**Exercise requirements**
Pick out every line in the data below that holds "function".

=== The records ===

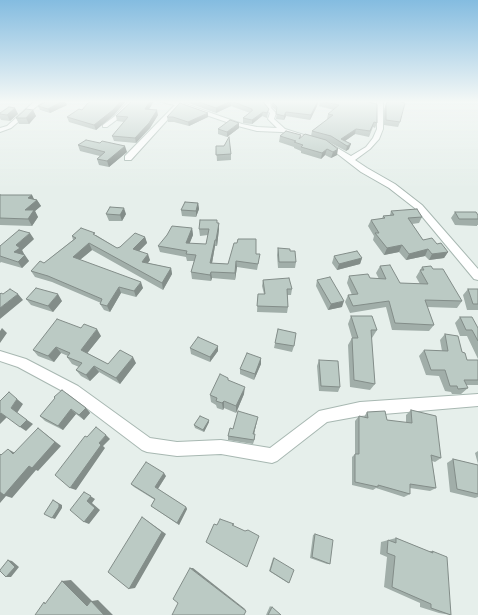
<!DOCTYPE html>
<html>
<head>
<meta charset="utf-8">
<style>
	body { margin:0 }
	canvas { display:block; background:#e6efeb }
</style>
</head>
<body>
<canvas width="478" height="615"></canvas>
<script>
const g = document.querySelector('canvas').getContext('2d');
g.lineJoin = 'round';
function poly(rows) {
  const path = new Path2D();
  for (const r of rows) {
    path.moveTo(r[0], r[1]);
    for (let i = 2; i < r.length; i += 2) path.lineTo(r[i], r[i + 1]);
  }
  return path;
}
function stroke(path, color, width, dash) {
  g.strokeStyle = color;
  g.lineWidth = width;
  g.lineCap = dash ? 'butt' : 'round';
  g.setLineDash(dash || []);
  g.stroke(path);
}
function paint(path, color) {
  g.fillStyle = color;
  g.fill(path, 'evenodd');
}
const minor = poly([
	[35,101,43,101,11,128,0,132,0,128,7,126,35,101],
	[129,101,136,101,119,118,107,127,103,127,103,125,115,116,129,101],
	[157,101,185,101,183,103,242,124,257,127,277,128,268,119,270,113,265,108,264,101,270,101,271,108,276,113,274,119,285,129,329,143,351,156,366,147,373,138,377,129,377,101,383,101,383,129,379,139,370,149,355,160,367,168,395,184,422,205,478,269,478,280,474,279,416,209,389,188,361,172,339,155,325,145,282,132,257,131,238,126,180,106,131,160,125,160,125,156,175,105,157,101],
	[0,351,26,359,78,386,150,438,177,442,221,440,270,448,319,411,360,402,478,394,478,406,360,416,327,422,277,461,272,463,221,454,177,456,147,452,142,450,68,394,18,367,0,361,0,351]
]);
stroke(minor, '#a8b8b2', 2);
paint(minor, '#fff');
paint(poly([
	[91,101,126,101,114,115,96,130,69,122,67,117,82,110],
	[132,101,154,101,149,109,158,115,150,128,136,143,114,141,112,136,124,122,117,121,116,116],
	[186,101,263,101,268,113,267,118,262,116,252,124,243,123,243,118,250,113,231,106,216,113,186,102],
	[271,101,318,101,317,106,310,120,286,116,284,120,276,119,277,111,272,107],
	[320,101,364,101,377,123,375,128,373,127,369,137,355,134,345,141,349,149,346,151,329,142,326,140,337,155,331,158,325,155,321,159,301,153,301,151,294,148,294,147,279,142,280,136,301,135,300,138,311,136,312,131,328,119,327,119,328,114,334,110,319,106],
	[386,104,400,122,398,127,384,125,384,110],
	[67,105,50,113,40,110,38,106],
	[15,108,18,114,10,121,1,120,0,118,0,113],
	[33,110,36,116,29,124,19,124,16,118],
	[167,117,208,117,189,126,174,122,168,122],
	[239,128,227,137,218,134,218,129],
	[78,145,127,152,109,167,99,165,97,159,100,156,80,151],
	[216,146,231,154,231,160,217,161],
	[0,194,1,195,32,195,34,199,37,200,41,206,35,211,38,217,32,226,0,225],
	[198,203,199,209,196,217,182,216,181,210],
	[391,211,422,217,419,223,412,224,423,240,437,244,448,252,444,258,429,260,425,256,406,260,399,252,384,255,373,240,374,236,368,226,371,220,382,219,383,216,390,215],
	[455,212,478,215,478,225,477,225,477,226,455,225,451,218],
	[106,214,126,214,122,221,109,221],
	[217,223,219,223,219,229,217,246,215,246,212,263,228,264,256,254,259,260,257,270,237,267,235,280,212,278,211,281,192,279,191,272,194,261,187,261,186,257,160,252,158,246,192,228,193,235,189,244,206,244,208,235,200,236,199,229],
	[96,235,117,248,145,237,147,243,139,251,150,260,148,263,171,268,172,274,163,290,92,250,80,260,143,288,136,297,121,293,110,312,104,310,100,304,101,303,52,282,35,277,31,271,44,263,73,240,72,236],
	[34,239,22,250,24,254,23,255,29,261,22,268,1,262,0,263,0,246],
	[278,248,290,251,296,262,295,268,278,268,277,255],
	[334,256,362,258,360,264,337,270,332,263],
	[380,266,400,283,420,284,416,277,422,267,433,269,462,301,457,308,427,307,434,325,429,331,392,330,386,307,350,313,345,302,348,295,352,295,347,283,349,276,370,278,379,279,376,273],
	[263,280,292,289,291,295,287,295,288,307,287,313,257,312,258,294,264,294,262,286],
	[317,280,342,307,328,310,316,286],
	[468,289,478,289,478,310,467,310,463,295],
	[26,299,62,301,53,312,31,305],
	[351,316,377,330,372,338,371,338,375,384,370,390,350,387,348,345,352,338,348,324],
	[460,317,478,328,478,359,467,336,460,336,455,323],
	[278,329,294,346,292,352,274,348],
	[445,334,467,360,478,360,478,385,466,385,468,388,461,394,452,394,451,392,445,391,439,376,426,375,419,356,424,350,442,351,440,340],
	[101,336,87,353,108,364,136,363,120,384,99,372,90,381,81,376,76,370,79,367,72,364,67,357,68,356,61,353,54,362,38,356,33,350],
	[190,348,218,351,210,362,191,354],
	[261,358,261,364,254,380,240,374,240,369],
	[319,360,340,387,338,392,319,391,317,366],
	[228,378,228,380,244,394,236,413,224,408,223,410,217,408,216,405,211,402,210,395],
	[86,408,90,413,84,420,76,414,63,430,45,421,40,416],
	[411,410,441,458,435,462,432,461,436,488,430,491,410,488,410,494,404,497,376,488,373,490,352,485,352,457,355,454,355,421,359,416,364,417,367,412,387,420,406,423,406,415],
	[209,420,209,422,204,432,195,428,194,425],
	[257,421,254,434,255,438,253,444,228,440,228,436,233,429],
	[478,451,478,464,475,453],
	[453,459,478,465,478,497,475,498,450,492,447,463],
	[166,476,158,489,186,507,187,509,179,525,151,506,155,500,134,487,131,484],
	[234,526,247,567,208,543,206,542],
	[315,534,330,564,327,564,310,558,313,535],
	[396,538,428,551,432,551,451,615,439,613,420,607,420,603,384,587,387,557,380,554,381,542],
	[273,558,274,558,289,583,288,583,269,571],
	[270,606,281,615,266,615]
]), '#a1aea9');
paint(poly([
	[63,101,65,101,67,105,50,113,48,109],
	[121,101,126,101,114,115,96,130,94,125],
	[150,101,154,101,146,114,145,109],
	[231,101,231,106,216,113,216,108],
	[318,101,317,106,310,120,311,115],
	[15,108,18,114,10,121,7,115],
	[33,110,36,116,29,124,26,118],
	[157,110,158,115,150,128,136,143,135,138],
	[263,112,262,116,252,124,252,120],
	[286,112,286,116,284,120,284,116],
	[208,113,208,117,189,126,188,122],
	[239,123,239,128,227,137,227,132],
	[356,129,355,134,342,143,341,139],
	[351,144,349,149,346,151,347,146],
	[125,146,127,152,109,167,107,161],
	[327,149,325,155,321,159,322,153],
	[338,149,337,155,331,158,333,152],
	[32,195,35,202,28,198],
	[37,200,41,206,35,211,38,217,32,226,28,219,25,210],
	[198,203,199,209,196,217,196,211],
	[124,208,126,214,122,221,120,215],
	[219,223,219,229,217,246,216,240],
	[192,228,193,235,187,250,186,243],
	[30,233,34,239,22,250,24,254,18,258,14,252,16,245],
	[145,237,147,243,135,255,133,249],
	[215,240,215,246,211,269,210,263],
	[89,243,92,250,76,263,73,257],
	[402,245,399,252,384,255,387,248],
	[428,249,425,256,406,260,409,254],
	[448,252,444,258,429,260,432,254],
	[148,254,150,260,144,268,142,262],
	[25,255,29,261,22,268,18,262],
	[362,258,360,264,337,270,339,264],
	[236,261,237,267,235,280,235,273],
	[171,268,172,274,163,290,162,283],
	[211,272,212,278,211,281,210,275],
	[141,282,143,288,136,297,134,291],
	[119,287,121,293,110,312,107,306],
	[18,294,23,300,0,319,0,308],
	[58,294,62,301,53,312,48,306],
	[344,301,342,307,328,310,331,304],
	[2,328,7,333,0,343,0,331],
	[97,329,101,336,85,356,81,350],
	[218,346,218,351,210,362,210,357],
	[56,347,61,353,54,362,48,356],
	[133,357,136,363,120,384,116,378],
	[261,358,261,364,254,380,255,374],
	[94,366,99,372,90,381,86,375],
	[245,387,244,394,236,413,236,406],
	[17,399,23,404,17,413,33,424,26,431,20,427,11,408],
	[224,401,224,408,223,410,222,403],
	[86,408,90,413,84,420,79,415],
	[71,409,76,414,63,430,58,426],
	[1,413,7,417,0,424,0,414],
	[258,417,257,421,253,438,253,434],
	[209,420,209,422,204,432,203,430],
	[38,428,61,446,38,471,36,470,12,498,6,496,0,503,0,491],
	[106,435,110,439,103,446,105,448,76,490,70,488,99,443],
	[8,449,15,453,13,454],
	[164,473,166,476,157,490,155,487],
	[84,492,95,499,92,503,100,510,89,524,84,522,87,501],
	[53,500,62,505,62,508,55,519,52,518],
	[186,507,187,509,179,525,177,523],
	[142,517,166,534,135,588,129,589],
	[8,560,12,561,19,567,11,577,6,577],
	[190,568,193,568,245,609,246,611],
	[71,580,92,601,98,600,113,615,104,615,87,606,62,581]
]), '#838d89');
const building = poly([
	[47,101,63,101,48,109,38,106,47,101],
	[91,101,121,101,113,110,94,125,67,117,79,109,82,110,87,104,91,101],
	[132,101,150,101,145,109,157,110,149,123,135,138,112,136,128,117,116,116,132,101],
	[196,101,231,101,216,108,196,101],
	[231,101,263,101,264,103,269,109,267,113,263,112,252,120,243,118,253,110,251,110,252,109,231,101],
	[273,101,318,101,311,115,286,112,284,116,276,114,277,107,273,103,273,101],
	[364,101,377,104,377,123,374,122,370,131,356,129,341,139,351,144,347,146,331,136,312,131,333,115,328,114,339,105,320,101,364,101],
	[388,101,396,101,405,103,400,122,386,120,386,104,388,101],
	[180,103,208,113,188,122,173,117,167,117,180,103],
	[9,107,15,108,7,115,0,114,0,113,9,107],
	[26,109,33,110,26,118,16,118,26,109],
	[230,120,239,123,227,132,218,129,230,120],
	[286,131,301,135,299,139,305,134,326,140,338,149,333,152,327,149,322,153,301,147,303,145,294,142,296,141,280,136,286,131],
	[229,137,231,154,216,155,216,146,224,146,229,137],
	[86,140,100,143,102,141,125,146,107,161,97,159,105,152,78,145,86,140],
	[0,195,32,195,28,198,37,200,25,210,34,210,28,219,0,218,0,195],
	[185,202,198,203,196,211,181,210,185,202],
	[110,207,124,208,120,215,106,214,110,207],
	[417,209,422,217,408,218,423,240,432,238,437,244,441,243,448,252,432,254,428,249,409,254,402,245,387,248,375,233,379,233,371,220,385,218,383,216,394,215,391,211,417,209],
	[455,212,476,212,478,215,478,219,459,219,455,212],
	[200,220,217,220,217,223,219,223,216,240,215,240,210,263,228,264,234,243,237,243,238,239,256,239,256,254,260,254,258,264,236,261,235,273,211,272,210,275,191,272,196,255,186,254,187,251,158,246,167,235,172,226,192,228,186,243,206,244,209,229,199,229,200,220],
	[81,228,95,233,93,234,117,248,120,247,135,233,145,237,133,249,148,254,142,262,171,268,162,283,89,243,73,257,141,282,134,291,119,287,107,306,100,304,102,299,48,276,31,271,40,261,44,263,76,238,72,236,81,228],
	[19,230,30,233,16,245,20,248,14,252,25,255,18,262,0,256,0,246,19,230],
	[278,248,290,249,290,251,295,251,296,262,279,262,278,248],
	[357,251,362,258,339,264,334,256,357,251],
	[390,265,400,283,428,284,420,270,424,270,422,267,431,266,433,269,443,269,462,301,425,300,434,325,395,323,389,301,353,306,348,295,358,294,349,276,368,274,370,278,386,279,380,266,390,265],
	[330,277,344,301,331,304,317,280,330,277],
	[289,278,292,289,287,289,288,307,257,306,258,294,265,294,263,280,289,278],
	[36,288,58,294,48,306,26,299,36,288],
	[10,289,18,294,0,308,0,294,1,293,3,294,10,289],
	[468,289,478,289,478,304,473,304,468,289],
	[351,316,372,316,377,330,371,330,375,384,354,380,352,338,358,338,351,316],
	[460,317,472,317,478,328,478,341,472,330,466,330,460,317],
	[57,319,81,328,84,324,97,329,81,350,108,364,120,350,133,357,116,378,94,366,86,375,76,370,82,363,67,357,70,353,56,347,48,356,33,350,57,319],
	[278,329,296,333,294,346,275,343,278,329],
	[445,334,458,336,462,352,465,353,467,360,478,360,478,380,464,380,468,388,458,389,457,386,450,386,445,370,431,370,424,350,448,351,445,334],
	[198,337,218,346,210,357,190,348,198,337],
	[247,353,261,358,255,374,240,369,247,353],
	[319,360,338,361,340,387,321,386,319,360],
	[220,374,228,378,228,380,245,387,236,406,224,401,222,403,216,401,217,398,210,395,220,374],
	[62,390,86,408,79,415,71,409,58,426,40,416,55,398,54,397,62,390],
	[9,392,17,399,11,408,27,420,20,427,1,413,0,414,0,401,9,392],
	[411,410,436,416,441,458,431,455,436,488,410,484,410,494,378,485,378,487,355,482,355,454,359,454,359,416,368,418,367,412,385,411,387,420,412,423,411,410],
	[238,411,258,417,253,434,255,434,254,440,228,436,230,428,233,429,238,411],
	[200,416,209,420,203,430,194,425,200,416],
	[96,427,106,435,99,443,101,445,70,488,55,475,85,436,87,437,96,427],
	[38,428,55,442,32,468,29,466,4,495,0,492,0,454,1,455,8,449,13,454,38,428],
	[453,459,478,465,478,494,457,489,453,459],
	[146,462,164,473,155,487,186,507,177,523,151,506,155,499,131,484,146,462],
	[84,492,91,496,87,501,95,508,84,522,70,510,84,492],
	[53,500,59,504,59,507,52,518,44,514,53,500],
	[142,517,162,532,129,589,108,572,142,517],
	[220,519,234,524,232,525,245,531,248,530,259,536,247,567,206,542,214,524,217,525,220,519],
	[315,534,333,540,330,564,312,557,315,534],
	[396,538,433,553,432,551,447,557,451,615,431,608,431,604,392,587,395,556,387,553,388,540,396,543,396,538],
	[274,558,294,570,289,583,270,571,274,558],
	[8,560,15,567,6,577,0,571,0,570,8,560],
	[190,568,246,611,244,615,172,615,178,603,173,599,190,568],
	[62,581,87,606,91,601,104,615,35,615,44,602,45,604,62,581],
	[272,607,281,615,268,615,272,607]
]);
paint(building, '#bbcac4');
stroke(building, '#838d89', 1);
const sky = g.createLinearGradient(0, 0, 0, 188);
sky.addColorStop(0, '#84bce0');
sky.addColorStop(0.54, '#f4f8f6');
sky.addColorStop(1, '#f4f8f600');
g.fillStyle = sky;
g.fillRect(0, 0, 478, 188);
</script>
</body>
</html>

===

**Solution for this exercise**
function poly(rows) {
function stroke(path, color, width, dash) {
function paint(path, color) {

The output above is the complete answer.